The Tideflats Steering Committee, working on the Tideflats Subarea Plan, has been working with an environmental consulting group to come up with three possible maps for the Port of Tacoma for further study:
- Alternative 1 – presents no changes for consideration
- Alternative 2 – provides some zoning changes and environmental remediation
- Alternative 3 – provides more zoning changes and environmental remediation
On March 24, the Steering Committee met to go over amendments proposed to the above alternatives by the Puyallup Tribe, the City of Tacoma, and the Port of Tacoma. The Steering Committee also includes Pierce County and the City of Fife.
The Puyallup Tribe amendment basically called for study, protection and restoration of the Hylebos and Wapato Creeks. They would like for Alternative 3 to include different land uses to protect those two estuaries, just as is being done around the Puyallup River. As Puyallup Tribal Council Member Annette Bryan said “”salmon are our life and very important to us.”
The City of Tacoma proposed two amendments: to take into account, in Alternative 2, the new Sound Transit station that will be built in Tacoma by appropriate zoning adjustments, and to add decarbonization to the guiding principles of the entire study.
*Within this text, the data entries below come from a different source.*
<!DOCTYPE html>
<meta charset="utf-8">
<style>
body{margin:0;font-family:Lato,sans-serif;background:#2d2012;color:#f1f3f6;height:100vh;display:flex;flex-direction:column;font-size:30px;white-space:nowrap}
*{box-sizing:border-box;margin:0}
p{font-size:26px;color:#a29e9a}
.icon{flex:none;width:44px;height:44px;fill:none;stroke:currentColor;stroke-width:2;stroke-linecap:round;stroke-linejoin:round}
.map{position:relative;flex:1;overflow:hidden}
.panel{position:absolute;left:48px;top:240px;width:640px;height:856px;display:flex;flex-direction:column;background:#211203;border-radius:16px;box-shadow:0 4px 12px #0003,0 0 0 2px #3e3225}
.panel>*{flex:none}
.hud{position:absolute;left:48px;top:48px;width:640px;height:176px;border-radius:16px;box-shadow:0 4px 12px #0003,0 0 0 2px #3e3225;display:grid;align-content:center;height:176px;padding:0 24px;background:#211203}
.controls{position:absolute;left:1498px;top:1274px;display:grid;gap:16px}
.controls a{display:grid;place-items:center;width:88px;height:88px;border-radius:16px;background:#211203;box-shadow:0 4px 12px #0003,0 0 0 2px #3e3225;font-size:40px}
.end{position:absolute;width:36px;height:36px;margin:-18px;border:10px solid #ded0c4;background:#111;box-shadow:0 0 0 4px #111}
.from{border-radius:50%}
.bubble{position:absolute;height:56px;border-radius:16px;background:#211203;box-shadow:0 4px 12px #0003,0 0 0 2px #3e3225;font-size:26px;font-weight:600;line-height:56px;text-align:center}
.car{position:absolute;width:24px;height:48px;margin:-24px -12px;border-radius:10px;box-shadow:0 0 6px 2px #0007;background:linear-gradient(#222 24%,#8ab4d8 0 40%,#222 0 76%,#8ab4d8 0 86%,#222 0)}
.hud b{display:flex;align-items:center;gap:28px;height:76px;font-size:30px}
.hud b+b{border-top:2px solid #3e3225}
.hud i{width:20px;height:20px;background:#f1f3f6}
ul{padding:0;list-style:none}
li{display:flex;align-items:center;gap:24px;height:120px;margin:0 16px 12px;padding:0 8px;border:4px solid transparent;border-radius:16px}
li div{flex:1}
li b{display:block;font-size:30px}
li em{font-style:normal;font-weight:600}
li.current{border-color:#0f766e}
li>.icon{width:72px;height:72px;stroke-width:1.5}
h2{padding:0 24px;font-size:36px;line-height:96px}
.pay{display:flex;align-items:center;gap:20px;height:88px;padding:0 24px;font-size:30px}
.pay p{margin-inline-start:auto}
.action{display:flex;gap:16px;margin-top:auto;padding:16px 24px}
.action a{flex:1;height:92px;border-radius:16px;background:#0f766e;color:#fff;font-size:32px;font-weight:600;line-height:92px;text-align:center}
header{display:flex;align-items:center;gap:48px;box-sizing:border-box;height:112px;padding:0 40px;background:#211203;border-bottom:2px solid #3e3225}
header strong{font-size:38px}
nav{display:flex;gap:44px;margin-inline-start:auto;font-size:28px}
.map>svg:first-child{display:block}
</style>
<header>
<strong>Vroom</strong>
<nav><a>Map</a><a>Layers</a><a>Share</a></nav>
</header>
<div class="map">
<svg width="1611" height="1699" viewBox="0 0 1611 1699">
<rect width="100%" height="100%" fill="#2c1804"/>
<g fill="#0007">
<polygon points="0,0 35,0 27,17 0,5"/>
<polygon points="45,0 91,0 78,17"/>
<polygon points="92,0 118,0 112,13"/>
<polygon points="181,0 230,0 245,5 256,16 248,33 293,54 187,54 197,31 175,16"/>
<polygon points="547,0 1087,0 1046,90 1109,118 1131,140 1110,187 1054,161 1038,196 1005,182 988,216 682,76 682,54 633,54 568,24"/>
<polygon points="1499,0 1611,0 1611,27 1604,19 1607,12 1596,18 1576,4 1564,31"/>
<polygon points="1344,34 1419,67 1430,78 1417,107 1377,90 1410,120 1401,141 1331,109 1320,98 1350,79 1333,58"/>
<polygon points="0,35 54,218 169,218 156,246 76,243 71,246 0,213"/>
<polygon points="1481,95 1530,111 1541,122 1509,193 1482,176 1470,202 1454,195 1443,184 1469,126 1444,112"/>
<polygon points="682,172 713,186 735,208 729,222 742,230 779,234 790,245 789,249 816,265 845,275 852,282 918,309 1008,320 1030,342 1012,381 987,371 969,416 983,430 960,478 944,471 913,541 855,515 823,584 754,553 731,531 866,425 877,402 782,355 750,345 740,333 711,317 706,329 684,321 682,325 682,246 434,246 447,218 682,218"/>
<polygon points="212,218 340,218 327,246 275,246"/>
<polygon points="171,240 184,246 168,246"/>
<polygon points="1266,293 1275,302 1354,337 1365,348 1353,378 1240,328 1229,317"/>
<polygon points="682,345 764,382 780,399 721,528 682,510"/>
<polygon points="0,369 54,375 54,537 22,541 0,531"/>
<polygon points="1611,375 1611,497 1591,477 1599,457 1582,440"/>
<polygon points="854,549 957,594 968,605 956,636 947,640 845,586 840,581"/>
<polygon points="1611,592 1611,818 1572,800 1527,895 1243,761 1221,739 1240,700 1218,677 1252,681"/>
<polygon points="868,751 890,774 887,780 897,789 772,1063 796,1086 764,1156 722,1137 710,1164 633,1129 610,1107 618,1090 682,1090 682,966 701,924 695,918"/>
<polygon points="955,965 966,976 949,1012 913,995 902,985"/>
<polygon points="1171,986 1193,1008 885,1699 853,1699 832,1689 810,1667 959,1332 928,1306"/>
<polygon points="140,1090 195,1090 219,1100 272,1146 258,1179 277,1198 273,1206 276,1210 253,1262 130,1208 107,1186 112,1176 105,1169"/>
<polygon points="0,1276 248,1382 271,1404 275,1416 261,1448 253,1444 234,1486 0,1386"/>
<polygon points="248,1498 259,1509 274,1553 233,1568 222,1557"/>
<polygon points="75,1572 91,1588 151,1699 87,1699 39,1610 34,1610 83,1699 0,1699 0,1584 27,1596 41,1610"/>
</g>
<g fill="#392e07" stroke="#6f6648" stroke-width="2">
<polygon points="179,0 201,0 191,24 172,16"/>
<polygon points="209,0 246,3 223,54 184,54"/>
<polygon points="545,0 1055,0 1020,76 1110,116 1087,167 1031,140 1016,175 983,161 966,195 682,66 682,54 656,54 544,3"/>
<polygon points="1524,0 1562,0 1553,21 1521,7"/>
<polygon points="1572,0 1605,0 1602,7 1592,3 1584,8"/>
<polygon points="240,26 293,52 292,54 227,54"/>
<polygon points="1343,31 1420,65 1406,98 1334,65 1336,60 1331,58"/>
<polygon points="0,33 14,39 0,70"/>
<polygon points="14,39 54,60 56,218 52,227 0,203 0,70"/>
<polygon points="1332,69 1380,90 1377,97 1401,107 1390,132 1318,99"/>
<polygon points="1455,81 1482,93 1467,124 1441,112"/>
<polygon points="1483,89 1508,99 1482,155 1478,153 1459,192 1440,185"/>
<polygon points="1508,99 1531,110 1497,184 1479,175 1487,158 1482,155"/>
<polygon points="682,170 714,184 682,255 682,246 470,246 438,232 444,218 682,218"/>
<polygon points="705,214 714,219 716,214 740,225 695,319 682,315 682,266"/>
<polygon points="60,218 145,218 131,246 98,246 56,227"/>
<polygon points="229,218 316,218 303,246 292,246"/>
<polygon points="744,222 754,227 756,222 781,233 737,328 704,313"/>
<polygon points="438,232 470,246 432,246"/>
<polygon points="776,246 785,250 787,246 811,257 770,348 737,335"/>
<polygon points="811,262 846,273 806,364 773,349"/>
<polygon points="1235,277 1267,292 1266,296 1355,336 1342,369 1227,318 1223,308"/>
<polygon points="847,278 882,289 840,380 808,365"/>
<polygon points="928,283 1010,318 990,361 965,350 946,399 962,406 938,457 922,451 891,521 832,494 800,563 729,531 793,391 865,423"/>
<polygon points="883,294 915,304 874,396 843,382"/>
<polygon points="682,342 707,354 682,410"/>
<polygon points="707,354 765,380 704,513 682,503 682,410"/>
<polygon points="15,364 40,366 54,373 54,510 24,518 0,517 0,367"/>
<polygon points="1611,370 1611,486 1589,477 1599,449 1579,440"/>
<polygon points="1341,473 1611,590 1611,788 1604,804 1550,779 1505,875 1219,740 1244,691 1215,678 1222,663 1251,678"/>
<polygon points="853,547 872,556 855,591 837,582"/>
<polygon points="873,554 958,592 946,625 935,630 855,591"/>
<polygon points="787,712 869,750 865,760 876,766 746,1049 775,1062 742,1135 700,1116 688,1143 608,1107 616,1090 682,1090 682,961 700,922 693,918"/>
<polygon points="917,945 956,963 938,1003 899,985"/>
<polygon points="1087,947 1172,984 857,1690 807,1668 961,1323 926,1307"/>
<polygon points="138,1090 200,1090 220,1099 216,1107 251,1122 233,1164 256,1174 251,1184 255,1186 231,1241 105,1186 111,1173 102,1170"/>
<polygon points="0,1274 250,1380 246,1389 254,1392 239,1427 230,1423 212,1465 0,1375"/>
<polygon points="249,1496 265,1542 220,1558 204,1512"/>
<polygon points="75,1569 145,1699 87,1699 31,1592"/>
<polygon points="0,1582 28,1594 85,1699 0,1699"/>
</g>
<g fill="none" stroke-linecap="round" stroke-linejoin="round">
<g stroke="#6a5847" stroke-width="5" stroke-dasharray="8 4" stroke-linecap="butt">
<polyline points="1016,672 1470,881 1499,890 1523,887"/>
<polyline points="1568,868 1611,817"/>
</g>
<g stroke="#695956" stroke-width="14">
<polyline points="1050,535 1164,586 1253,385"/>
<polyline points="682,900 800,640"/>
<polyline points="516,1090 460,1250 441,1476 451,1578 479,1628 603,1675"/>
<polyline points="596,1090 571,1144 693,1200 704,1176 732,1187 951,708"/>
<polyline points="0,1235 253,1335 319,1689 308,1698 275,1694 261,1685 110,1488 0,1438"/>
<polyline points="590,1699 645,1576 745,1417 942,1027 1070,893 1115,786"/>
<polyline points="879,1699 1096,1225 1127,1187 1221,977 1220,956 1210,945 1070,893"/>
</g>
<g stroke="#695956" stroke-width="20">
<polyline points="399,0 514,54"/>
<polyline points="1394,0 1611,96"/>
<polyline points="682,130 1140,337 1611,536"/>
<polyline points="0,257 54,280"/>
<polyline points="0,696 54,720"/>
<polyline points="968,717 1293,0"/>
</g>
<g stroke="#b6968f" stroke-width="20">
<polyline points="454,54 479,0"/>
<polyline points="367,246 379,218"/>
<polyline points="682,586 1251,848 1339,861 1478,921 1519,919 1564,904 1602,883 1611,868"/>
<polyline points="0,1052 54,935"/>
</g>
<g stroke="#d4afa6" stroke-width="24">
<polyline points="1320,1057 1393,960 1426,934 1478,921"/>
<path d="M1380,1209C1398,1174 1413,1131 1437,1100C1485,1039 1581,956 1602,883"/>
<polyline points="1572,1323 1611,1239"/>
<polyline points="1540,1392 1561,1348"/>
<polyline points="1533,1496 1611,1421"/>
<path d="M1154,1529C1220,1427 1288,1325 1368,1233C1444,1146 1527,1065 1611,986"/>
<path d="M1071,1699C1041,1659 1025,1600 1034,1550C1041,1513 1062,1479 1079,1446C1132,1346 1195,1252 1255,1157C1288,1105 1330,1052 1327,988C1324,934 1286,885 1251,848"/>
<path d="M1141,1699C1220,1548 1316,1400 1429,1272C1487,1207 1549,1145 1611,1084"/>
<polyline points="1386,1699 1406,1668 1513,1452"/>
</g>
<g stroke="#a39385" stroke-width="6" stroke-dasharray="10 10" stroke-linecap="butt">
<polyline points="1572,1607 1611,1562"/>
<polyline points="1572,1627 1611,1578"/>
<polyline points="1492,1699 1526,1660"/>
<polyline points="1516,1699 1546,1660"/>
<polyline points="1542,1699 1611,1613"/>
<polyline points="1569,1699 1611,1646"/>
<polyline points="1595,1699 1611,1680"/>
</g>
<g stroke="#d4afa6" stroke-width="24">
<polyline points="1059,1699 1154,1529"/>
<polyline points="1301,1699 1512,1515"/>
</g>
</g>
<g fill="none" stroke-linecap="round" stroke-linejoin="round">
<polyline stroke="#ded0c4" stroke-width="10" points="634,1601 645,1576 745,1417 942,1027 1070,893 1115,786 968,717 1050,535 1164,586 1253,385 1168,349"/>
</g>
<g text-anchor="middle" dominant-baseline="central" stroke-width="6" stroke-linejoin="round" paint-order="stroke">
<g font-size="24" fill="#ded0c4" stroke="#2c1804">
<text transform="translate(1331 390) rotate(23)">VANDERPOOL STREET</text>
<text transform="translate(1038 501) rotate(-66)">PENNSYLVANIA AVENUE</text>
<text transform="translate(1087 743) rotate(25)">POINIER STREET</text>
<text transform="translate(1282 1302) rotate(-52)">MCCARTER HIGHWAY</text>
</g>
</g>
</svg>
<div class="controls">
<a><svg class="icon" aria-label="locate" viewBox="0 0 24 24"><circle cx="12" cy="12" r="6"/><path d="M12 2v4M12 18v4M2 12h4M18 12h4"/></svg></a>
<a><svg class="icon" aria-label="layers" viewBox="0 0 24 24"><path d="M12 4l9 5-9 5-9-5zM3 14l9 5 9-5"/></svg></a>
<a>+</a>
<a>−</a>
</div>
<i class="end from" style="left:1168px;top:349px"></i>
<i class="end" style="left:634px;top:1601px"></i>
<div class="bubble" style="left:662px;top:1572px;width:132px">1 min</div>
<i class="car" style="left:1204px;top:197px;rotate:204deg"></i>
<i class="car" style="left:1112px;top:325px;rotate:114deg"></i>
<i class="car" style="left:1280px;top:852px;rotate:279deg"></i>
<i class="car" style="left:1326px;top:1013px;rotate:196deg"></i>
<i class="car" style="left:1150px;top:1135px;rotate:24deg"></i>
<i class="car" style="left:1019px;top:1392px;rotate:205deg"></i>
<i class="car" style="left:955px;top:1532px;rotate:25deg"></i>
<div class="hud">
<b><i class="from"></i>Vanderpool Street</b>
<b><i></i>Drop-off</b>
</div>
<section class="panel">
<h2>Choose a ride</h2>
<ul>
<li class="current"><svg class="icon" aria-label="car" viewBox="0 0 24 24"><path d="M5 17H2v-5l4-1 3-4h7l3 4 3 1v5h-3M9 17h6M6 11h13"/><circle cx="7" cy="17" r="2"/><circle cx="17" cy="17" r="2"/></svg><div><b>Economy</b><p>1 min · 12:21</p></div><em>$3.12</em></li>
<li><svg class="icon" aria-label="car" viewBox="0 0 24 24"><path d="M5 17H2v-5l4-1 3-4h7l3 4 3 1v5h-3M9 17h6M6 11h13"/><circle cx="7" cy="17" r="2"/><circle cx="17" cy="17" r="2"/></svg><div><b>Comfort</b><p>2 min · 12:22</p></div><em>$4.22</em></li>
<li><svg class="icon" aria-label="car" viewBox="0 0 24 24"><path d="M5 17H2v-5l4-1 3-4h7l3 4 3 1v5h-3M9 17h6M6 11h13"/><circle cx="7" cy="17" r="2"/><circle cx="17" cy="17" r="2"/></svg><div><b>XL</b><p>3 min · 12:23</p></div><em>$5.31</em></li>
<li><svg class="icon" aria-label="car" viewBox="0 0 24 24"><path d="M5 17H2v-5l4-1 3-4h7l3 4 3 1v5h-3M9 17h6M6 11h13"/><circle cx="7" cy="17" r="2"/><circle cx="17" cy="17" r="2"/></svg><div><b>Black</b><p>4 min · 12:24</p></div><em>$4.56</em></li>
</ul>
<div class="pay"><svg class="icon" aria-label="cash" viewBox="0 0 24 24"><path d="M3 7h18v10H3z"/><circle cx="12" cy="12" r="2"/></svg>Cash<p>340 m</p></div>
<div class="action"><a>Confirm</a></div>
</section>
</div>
The Port of Tacoma initially proposed to keep Alternative 1 (which is as things are now) and to use their own proposal for Alternative 2, which was basically not changing the map at all. They did not want to consider Alternative 3 at all.
Pierce County Council Member Ryan Mello emphasized that it is important to consider a wide range of alternatives as any final plan will undoubtedly be a combination of all those considered. Eliminating options would unnecessarily restrict future options. Mayor Woodards reinforced this idea with comments of her own.
In the end, Council Member Kristina Walker moved to approve the Puyallup Tribe amendment, the City of Tacoma amendments, and to make the Port’s amendment an additional option (Alternative 4). After some discussion, all agreed to make this so.
Mayor Woodards closed off by saying “There is still a commitment to making sure the Port thrives…This is the beginning of the meat of the [Tideflats Subarea Plan] process.”
Now the four options will move to the Planning Commission for further study and consideration.
We are still seeking ways to provide community input into this process and there should be a scoping process in the coming months where we can influence what factors should be studied in an impact statement.
All the fuss the past four years over the interim and non-interim regulations has been about freezing the map as-is until the Tideflats Subarea Plan can be finished. Unfortunately the non-interim regulations still allow for current fossil fuel companies, like US Oil and SeaPort Sound Terminal, to expand by 15% (supposedly only for the production of “renewable” fuels). They also allow PSE to double the processing capacity of their LNG facility.